[Task brief] Search the listing for the word "stream" and return each line that contains it.

[Stored data]
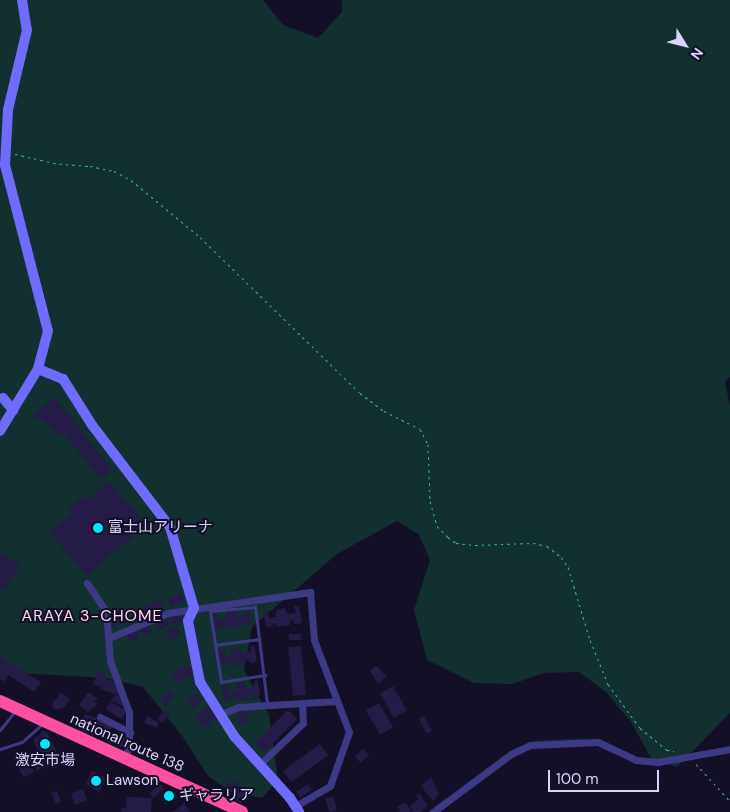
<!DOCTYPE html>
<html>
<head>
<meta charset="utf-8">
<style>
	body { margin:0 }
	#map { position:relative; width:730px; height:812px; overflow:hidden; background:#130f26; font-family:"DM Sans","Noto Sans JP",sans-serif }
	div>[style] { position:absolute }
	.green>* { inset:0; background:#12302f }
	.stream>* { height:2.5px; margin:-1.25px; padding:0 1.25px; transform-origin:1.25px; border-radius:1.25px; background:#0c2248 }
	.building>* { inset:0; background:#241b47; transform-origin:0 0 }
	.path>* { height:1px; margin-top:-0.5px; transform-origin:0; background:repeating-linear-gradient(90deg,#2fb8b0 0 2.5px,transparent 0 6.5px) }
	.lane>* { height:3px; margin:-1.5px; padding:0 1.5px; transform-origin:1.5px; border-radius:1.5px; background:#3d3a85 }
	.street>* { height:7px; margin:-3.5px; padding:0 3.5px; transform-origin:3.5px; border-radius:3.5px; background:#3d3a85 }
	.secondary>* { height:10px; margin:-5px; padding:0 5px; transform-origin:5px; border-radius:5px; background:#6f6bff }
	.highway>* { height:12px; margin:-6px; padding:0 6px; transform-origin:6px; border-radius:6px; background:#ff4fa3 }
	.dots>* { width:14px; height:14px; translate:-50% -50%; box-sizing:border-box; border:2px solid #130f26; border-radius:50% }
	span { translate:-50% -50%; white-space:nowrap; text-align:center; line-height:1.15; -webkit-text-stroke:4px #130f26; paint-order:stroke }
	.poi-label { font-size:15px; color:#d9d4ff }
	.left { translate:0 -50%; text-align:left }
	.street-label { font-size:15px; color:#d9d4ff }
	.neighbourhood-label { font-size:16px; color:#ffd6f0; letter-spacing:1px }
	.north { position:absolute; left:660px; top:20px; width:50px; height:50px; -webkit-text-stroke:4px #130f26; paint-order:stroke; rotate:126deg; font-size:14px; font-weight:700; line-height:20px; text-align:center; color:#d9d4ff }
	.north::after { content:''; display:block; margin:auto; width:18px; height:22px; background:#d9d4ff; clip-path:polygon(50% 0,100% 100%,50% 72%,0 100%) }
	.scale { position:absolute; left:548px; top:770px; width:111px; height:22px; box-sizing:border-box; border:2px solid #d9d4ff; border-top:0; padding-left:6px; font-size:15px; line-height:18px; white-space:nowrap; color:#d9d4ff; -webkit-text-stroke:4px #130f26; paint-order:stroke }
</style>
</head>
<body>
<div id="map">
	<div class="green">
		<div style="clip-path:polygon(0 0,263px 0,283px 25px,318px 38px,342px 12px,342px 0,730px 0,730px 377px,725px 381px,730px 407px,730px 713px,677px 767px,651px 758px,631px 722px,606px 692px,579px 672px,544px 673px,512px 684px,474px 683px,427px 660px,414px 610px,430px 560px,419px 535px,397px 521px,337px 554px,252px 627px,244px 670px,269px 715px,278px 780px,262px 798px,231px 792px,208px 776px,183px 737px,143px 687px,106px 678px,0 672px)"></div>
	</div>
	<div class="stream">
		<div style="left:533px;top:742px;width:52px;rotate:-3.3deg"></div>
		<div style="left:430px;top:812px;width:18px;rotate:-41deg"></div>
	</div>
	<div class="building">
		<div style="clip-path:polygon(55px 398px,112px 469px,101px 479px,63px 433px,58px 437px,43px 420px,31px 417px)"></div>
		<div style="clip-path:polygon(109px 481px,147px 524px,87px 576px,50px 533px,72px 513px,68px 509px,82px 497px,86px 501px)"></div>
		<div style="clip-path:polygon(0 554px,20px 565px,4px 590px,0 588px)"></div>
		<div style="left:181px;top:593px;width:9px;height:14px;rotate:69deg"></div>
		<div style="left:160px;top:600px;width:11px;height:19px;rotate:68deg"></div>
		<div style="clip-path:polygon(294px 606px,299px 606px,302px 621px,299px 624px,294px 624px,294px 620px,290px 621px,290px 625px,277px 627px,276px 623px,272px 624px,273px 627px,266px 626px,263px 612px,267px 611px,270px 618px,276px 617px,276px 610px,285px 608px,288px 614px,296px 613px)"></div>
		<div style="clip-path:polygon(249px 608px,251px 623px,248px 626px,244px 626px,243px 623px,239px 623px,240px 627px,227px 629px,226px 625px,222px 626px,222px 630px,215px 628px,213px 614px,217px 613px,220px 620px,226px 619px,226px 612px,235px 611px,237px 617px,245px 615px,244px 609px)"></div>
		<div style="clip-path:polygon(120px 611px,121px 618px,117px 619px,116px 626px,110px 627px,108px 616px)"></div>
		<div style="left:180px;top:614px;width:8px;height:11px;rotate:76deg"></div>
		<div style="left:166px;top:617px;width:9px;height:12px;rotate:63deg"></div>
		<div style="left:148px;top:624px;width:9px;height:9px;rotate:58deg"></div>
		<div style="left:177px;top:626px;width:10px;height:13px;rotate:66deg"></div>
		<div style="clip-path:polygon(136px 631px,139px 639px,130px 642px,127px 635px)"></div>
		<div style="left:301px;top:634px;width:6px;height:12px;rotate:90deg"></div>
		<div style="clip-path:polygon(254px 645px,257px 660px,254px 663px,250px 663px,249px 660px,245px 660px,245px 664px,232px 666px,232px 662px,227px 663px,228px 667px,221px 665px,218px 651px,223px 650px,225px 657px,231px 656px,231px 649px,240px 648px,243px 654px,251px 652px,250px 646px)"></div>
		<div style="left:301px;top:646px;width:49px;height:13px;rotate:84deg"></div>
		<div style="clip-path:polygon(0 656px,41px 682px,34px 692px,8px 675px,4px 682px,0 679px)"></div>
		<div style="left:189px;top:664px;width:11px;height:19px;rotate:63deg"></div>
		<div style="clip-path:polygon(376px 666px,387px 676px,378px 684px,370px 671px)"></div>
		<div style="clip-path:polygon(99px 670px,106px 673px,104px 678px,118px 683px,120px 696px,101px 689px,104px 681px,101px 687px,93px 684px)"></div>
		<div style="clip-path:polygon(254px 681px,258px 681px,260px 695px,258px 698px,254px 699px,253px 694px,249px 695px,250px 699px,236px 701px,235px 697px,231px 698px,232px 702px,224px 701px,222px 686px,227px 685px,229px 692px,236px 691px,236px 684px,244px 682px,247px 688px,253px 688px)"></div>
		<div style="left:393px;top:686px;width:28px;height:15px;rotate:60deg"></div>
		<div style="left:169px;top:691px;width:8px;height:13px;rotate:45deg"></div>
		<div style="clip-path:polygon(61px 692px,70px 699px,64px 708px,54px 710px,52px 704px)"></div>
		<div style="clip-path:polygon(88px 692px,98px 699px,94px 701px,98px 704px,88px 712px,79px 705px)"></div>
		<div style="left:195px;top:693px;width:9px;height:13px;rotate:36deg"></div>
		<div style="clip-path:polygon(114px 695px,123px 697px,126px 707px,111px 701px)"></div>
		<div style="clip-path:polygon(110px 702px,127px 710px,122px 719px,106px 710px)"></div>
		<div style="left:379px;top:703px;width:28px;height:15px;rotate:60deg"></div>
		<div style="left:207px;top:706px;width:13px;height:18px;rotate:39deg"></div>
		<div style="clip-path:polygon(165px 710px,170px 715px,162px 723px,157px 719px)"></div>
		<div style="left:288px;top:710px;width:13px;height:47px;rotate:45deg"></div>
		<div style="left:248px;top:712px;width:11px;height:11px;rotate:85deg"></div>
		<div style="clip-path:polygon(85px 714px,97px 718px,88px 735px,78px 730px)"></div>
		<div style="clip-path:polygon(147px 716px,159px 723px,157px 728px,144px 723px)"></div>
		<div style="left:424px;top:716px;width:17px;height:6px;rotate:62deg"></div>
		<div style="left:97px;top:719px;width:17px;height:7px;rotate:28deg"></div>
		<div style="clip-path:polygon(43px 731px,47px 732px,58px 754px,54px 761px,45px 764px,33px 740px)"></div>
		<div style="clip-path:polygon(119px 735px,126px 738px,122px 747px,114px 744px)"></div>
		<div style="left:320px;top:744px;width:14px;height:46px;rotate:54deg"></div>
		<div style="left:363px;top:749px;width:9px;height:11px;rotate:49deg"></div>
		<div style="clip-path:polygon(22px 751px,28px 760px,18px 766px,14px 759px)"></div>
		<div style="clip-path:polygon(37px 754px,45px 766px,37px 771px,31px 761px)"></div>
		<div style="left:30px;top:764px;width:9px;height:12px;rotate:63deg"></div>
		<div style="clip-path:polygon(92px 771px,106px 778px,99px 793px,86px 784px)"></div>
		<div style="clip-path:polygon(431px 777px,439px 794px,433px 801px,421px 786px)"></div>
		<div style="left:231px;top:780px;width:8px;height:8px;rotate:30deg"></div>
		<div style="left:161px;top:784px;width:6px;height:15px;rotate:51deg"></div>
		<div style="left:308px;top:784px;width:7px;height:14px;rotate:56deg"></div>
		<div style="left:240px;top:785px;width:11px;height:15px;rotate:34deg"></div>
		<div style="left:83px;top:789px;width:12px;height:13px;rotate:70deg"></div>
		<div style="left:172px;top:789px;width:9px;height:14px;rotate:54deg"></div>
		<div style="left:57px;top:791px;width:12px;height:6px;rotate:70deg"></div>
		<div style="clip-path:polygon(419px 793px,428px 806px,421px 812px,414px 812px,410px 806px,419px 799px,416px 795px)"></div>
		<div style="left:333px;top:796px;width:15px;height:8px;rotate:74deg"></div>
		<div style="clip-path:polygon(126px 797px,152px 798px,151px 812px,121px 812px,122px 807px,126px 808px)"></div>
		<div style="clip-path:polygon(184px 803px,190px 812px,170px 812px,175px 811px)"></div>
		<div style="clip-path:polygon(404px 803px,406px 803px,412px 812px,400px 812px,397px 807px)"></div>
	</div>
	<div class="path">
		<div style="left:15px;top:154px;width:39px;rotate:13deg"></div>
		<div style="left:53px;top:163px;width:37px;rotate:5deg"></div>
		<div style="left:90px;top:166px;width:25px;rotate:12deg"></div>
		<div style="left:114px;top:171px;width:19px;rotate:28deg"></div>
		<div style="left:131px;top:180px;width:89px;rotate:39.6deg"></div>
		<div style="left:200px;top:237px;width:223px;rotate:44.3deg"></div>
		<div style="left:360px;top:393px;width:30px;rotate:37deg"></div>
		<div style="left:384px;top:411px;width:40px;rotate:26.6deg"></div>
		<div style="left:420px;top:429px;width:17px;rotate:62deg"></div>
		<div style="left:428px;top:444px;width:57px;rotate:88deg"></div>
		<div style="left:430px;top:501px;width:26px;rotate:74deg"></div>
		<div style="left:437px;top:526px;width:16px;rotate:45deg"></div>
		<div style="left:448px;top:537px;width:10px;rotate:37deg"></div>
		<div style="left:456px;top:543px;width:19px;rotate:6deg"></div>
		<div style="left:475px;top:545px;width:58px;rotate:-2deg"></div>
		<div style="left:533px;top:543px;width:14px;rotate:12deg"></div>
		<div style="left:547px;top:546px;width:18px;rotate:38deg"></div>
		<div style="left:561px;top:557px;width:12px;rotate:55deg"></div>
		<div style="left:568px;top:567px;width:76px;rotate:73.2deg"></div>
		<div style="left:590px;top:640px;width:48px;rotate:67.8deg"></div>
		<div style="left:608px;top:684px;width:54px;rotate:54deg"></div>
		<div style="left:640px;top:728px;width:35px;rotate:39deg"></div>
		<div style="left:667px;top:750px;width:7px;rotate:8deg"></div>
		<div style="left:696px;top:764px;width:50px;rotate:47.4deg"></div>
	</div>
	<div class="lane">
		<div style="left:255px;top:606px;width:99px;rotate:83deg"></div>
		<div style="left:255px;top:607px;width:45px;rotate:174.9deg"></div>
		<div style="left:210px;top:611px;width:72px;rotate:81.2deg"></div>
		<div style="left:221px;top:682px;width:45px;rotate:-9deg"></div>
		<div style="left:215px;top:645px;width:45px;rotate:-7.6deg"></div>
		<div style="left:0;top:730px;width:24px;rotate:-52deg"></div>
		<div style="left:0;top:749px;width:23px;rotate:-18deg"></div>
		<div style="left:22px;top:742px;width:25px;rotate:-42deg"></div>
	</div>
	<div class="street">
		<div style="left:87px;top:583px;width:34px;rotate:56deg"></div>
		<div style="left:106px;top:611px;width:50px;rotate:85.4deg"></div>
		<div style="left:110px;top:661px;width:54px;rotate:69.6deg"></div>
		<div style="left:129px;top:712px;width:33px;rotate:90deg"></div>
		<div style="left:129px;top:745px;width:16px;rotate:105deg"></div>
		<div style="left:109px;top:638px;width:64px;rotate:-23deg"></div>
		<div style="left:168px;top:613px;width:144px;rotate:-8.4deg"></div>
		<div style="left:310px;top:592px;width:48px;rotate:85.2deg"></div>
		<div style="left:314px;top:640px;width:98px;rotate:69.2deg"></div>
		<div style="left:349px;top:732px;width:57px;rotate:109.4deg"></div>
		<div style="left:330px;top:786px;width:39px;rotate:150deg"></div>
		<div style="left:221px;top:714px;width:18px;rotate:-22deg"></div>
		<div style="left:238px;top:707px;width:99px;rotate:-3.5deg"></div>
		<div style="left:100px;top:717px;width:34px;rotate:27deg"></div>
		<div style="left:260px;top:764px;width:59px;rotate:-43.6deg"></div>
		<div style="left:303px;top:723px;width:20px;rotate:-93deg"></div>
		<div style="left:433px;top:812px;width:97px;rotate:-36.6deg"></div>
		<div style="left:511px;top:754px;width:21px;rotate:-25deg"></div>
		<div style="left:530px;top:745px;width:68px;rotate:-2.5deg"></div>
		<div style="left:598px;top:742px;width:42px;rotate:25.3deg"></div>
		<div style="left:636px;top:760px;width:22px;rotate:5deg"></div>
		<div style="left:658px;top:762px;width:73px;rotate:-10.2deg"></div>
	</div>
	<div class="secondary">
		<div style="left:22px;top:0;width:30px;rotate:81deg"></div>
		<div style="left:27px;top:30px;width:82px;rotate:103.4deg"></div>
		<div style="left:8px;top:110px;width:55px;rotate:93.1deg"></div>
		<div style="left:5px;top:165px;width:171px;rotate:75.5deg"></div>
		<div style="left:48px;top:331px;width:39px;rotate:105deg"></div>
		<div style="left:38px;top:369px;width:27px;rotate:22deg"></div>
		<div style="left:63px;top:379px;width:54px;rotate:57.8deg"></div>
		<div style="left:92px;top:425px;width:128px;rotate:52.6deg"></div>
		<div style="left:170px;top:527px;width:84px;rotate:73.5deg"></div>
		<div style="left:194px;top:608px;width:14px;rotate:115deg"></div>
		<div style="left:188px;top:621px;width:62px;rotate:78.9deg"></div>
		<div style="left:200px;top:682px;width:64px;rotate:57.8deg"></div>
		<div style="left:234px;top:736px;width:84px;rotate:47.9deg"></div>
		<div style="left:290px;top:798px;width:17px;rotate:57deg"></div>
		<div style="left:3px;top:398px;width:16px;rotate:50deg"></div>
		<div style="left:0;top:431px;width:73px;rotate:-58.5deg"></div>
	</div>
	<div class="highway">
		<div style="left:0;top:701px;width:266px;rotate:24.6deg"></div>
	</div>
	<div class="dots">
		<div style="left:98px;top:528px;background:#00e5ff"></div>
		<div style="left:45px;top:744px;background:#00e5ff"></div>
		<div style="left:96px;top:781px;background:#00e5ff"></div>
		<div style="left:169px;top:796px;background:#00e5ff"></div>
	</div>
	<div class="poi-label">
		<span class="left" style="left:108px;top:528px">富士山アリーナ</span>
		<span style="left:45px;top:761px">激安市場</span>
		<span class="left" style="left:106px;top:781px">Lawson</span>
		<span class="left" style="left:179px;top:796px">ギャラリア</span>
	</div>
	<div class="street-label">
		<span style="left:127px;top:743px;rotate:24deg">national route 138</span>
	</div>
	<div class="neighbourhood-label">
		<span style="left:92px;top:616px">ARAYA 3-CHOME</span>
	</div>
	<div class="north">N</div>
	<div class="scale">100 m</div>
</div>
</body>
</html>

[Solution to this problem]
	.stream>* { height:2.5px; margin:-1.25px; padding:0 1.25px; transform-origin:1.25px; border-radius:1.25px; background:#0c2248 }
	<div class="stream">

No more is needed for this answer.